■ **PROBLEM**
Since only a count is wanted, work out how many lines in the material below contain the word "viên" and return that number.
[DATA PROVIDED — start]
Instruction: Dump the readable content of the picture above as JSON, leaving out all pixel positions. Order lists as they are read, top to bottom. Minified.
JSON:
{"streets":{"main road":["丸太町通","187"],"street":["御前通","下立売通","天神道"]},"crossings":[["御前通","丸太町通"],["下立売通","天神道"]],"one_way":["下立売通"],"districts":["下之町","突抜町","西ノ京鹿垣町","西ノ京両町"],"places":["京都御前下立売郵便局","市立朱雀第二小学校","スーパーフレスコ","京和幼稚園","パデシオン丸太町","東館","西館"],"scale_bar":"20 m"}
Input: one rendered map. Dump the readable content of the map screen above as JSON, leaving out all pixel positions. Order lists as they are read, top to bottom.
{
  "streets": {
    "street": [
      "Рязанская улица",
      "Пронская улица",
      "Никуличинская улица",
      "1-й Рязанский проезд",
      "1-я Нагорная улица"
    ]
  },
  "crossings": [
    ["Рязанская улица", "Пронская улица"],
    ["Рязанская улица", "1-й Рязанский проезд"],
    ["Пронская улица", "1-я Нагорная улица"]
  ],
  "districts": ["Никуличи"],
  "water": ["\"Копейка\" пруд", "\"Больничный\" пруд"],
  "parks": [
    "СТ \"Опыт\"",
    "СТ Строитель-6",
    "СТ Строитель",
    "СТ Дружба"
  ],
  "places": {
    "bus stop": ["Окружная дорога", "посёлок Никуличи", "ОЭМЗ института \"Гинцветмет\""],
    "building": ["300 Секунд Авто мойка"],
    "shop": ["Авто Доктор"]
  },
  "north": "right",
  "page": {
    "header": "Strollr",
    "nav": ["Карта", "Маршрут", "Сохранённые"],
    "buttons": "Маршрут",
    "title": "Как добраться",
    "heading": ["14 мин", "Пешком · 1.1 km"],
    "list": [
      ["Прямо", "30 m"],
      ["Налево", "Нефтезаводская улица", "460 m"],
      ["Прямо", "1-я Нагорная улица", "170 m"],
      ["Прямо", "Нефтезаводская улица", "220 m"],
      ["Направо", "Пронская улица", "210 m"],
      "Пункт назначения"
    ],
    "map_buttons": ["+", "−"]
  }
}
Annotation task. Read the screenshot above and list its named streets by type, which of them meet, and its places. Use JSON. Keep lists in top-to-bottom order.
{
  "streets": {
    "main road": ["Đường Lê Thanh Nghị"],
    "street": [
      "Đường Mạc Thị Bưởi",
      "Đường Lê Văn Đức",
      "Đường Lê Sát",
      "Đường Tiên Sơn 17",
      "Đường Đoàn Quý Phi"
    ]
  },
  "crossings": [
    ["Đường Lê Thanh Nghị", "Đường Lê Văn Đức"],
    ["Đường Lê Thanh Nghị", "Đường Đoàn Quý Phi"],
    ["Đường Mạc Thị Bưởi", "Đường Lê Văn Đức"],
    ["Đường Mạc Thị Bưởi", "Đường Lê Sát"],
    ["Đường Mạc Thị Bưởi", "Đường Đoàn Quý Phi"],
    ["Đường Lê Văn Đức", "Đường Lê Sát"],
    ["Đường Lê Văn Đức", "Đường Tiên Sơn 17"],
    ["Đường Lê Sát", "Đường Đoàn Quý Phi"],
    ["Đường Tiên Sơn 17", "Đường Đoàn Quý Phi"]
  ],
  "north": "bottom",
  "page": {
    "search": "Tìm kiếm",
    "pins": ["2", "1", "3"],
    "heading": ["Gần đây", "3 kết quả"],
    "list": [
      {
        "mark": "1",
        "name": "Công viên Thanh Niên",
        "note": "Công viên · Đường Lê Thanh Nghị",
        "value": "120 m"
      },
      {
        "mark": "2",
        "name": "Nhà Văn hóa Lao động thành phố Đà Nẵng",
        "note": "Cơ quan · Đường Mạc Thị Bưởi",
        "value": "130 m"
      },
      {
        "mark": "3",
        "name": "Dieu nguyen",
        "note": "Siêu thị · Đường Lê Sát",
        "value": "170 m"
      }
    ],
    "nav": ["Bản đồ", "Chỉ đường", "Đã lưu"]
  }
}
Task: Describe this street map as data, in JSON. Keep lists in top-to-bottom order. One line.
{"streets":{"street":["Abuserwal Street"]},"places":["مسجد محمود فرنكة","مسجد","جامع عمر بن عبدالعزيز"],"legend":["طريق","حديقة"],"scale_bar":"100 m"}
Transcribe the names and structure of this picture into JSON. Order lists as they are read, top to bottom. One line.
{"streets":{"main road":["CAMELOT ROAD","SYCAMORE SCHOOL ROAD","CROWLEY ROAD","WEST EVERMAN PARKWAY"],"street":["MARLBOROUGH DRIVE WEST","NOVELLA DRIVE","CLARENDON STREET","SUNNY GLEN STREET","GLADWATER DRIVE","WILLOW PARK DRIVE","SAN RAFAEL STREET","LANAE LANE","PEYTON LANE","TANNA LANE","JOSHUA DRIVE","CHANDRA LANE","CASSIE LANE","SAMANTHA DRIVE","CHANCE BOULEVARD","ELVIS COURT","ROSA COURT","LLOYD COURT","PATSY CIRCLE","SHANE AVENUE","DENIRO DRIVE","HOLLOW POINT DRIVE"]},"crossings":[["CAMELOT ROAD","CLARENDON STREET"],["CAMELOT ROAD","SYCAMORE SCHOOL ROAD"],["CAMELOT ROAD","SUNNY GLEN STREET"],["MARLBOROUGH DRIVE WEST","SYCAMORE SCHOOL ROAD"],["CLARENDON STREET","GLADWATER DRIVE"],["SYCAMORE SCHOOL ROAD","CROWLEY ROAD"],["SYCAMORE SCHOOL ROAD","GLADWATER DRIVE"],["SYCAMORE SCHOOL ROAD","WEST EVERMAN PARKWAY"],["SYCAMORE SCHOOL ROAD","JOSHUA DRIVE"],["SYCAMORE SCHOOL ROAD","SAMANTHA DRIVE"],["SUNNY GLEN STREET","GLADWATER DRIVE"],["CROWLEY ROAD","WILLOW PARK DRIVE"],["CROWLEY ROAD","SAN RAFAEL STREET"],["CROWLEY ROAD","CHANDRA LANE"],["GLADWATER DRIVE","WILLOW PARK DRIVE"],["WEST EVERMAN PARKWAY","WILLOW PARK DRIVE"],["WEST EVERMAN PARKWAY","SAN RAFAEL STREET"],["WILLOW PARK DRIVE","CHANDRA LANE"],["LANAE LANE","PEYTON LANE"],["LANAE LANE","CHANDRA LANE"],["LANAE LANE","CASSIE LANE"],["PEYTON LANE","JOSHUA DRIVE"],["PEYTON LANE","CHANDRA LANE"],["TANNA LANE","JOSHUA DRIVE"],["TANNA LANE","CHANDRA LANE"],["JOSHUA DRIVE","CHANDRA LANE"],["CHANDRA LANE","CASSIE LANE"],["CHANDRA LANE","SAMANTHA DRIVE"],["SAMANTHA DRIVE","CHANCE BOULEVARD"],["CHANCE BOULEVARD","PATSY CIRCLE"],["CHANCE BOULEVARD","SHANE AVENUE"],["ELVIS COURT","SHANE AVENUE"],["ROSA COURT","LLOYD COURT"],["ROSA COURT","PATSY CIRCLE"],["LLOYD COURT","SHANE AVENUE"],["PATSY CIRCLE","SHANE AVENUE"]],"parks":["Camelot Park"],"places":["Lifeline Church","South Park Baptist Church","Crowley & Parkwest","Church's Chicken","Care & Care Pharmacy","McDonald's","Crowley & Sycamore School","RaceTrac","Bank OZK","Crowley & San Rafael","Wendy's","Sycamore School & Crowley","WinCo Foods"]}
[DATA PROVIDED — finish]
■ **ANSWER SPACE**
2